To do: Copy each line of the entries that includes the word "canvas".

The input:

====

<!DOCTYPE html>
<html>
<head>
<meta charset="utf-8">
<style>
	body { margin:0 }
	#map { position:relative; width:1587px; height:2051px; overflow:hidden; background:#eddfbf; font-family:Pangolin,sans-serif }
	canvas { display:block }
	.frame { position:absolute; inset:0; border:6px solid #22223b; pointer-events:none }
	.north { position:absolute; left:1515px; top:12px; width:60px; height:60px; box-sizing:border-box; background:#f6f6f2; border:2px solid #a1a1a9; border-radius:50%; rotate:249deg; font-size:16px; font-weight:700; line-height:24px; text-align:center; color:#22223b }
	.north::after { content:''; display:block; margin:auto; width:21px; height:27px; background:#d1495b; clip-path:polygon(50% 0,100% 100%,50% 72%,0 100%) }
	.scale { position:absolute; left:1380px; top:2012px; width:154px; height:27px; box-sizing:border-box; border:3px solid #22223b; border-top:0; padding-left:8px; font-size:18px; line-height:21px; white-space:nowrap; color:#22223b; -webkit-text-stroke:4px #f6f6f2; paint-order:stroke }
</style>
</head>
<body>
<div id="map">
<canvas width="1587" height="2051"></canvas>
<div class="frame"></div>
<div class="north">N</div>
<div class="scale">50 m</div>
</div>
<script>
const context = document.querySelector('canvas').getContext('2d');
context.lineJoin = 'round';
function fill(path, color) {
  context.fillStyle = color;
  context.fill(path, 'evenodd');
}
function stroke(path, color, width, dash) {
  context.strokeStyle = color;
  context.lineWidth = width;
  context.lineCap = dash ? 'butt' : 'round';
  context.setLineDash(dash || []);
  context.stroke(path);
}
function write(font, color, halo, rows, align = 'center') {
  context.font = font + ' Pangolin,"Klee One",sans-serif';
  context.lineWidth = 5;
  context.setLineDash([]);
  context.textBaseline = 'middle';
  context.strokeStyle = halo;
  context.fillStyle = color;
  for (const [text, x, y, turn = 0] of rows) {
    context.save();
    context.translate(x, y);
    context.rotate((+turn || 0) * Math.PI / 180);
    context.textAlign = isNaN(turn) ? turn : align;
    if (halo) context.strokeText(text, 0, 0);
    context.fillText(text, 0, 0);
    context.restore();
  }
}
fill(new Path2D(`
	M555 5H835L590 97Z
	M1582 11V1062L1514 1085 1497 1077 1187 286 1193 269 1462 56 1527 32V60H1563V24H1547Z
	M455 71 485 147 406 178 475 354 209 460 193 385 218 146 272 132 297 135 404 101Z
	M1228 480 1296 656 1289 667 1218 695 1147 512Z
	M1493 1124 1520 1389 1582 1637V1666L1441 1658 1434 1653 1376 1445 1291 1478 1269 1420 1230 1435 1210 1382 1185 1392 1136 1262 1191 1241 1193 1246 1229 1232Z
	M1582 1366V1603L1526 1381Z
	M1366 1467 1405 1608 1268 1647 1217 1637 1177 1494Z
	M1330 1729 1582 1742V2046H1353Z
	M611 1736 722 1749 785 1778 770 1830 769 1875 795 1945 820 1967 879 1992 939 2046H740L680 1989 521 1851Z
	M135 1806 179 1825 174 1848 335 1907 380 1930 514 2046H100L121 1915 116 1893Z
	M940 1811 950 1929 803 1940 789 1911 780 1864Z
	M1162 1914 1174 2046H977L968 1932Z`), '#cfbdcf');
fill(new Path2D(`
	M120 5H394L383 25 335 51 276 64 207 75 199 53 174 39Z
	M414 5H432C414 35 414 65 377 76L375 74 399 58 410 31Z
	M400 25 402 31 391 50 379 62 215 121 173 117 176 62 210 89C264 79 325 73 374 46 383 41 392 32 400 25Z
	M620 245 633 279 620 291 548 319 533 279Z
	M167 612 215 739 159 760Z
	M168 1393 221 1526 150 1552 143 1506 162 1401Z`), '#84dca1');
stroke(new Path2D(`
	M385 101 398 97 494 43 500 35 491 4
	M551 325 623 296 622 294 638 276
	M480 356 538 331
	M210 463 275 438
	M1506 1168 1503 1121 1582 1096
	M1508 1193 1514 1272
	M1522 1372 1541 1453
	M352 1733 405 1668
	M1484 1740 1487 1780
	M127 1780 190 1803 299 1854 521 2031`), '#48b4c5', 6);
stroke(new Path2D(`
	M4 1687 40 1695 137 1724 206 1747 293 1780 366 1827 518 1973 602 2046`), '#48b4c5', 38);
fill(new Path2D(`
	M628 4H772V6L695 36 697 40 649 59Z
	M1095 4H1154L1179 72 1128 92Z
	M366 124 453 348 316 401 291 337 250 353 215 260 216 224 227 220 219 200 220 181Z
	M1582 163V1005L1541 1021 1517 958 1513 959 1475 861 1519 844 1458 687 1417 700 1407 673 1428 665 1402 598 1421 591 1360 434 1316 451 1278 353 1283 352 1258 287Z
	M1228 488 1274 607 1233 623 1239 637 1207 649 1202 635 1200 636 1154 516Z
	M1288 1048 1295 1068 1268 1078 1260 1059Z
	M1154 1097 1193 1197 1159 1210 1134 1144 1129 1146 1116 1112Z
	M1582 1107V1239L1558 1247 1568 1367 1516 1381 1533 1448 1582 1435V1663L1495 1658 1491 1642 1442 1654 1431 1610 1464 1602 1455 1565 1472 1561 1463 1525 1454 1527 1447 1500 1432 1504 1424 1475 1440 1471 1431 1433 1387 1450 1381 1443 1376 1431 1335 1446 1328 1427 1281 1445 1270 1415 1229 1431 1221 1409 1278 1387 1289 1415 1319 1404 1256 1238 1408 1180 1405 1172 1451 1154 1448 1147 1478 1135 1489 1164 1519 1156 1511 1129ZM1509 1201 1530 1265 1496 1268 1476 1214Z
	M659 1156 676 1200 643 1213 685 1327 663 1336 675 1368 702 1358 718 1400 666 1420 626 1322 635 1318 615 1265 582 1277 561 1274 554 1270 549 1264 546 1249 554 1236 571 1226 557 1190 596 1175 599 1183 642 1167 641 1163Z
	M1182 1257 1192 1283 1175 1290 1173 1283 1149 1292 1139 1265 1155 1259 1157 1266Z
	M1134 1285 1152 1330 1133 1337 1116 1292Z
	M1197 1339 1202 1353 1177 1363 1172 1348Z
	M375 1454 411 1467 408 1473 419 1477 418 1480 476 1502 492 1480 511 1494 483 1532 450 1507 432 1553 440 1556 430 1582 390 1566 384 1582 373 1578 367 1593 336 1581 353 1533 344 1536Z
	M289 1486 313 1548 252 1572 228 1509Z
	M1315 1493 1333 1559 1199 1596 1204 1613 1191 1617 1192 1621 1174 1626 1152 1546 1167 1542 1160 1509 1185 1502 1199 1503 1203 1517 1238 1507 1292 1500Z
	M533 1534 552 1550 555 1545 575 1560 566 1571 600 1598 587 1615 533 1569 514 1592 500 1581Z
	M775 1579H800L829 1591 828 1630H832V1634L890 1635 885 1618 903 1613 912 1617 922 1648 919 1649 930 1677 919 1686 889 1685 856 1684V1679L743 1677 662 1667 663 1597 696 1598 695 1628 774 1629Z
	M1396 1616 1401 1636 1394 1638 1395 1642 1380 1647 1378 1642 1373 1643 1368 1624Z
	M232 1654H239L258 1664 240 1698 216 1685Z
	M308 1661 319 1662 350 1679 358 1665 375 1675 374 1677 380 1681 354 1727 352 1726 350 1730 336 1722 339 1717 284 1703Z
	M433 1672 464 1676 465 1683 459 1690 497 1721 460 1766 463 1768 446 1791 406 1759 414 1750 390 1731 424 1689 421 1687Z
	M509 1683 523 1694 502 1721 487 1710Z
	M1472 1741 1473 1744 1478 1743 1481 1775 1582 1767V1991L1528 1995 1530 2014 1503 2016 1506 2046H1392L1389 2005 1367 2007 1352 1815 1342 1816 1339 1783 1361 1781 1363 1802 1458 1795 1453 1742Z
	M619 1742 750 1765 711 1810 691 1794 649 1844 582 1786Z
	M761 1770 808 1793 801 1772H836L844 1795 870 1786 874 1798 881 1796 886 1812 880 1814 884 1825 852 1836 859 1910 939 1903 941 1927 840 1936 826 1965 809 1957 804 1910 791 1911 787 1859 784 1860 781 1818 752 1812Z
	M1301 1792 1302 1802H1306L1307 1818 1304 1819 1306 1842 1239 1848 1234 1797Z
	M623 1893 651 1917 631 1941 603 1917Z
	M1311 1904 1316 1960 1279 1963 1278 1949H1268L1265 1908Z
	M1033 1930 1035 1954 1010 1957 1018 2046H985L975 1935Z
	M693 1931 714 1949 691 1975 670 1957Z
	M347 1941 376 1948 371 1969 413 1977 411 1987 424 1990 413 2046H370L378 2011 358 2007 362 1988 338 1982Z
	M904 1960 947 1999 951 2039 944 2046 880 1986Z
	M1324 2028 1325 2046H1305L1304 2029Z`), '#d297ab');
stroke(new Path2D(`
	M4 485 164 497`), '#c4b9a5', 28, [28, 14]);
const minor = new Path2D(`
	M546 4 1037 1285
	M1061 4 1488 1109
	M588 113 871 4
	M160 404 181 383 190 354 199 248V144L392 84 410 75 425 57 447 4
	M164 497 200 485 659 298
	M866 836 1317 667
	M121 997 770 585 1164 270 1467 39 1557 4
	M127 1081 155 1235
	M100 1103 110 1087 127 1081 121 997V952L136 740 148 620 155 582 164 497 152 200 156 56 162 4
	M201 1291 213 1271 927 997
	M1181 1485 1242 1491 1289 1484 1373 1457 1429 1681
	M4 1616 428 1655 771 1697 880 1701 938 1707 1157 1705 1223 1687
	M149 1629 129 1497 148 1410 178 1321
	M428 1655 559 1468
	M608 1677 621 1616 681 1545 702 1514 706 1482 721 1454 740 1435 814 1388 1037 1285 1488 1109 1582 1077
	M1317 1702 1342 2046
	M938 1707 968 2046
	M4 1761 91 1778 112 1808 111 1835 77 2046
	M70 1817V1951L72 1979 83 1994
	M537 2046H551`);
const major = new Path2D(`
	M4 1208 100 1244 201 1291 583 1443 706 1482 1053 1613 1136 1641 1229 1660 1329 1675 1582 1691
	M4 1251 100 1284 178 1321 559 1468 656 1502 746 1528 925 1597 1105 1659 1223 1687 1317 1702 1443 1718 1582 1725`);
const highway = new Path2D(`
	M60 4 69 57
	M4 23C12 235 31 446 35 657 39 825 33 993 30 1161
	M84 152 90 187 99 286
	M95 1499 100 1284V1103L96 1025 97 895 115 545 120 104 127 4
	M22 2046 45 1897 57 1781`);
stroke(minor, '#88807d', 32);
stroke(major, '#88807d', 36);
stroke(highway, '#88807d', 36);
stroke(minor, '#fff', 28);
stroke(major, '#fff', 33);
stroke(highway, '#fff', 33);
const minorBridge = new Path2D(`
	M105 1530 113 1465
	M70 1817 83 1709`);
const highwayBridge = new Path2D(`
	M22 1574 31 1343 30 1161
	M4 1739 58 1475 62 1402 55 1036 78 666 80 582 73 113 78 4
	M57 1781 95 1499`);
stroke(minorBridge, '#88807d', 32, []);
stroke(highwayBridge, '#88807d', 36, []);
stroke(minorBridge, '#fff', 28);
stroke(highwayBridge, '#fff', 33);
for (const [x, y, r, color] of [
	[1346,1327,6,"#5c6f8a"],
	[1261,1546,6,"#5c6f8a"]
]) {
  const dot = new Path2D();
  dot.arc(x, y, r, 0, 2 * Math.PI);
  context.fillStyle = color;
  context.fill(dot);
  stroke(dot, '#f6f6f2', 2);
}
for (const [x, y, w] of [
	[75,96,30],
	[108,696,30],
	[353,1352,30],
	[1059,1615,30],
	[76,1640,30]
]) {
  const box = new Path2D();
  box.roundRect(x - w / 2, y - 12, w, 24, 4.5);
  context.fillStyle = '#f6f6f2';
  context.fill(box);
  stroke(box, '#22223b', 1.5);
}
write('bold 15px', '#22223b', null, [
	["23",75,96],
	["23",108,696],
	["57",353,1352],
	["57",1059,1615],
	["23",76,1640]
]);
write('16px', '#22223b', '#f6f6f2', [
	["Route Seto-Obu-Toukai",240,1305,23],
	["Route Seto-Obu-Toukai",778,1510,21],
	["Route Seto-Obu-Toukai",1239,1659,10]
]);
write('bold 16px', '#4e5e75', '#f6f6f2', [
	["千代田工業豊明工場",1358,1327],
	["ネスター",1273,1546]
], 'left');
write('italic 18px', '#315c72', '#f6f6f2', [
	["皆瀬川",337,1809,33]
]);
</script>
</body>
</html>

====

Answer below:
	canvas { display:block }
<canvas width="1587" height="2051"></canvas>
const context = document.querySelector('canvas').getContext('2d');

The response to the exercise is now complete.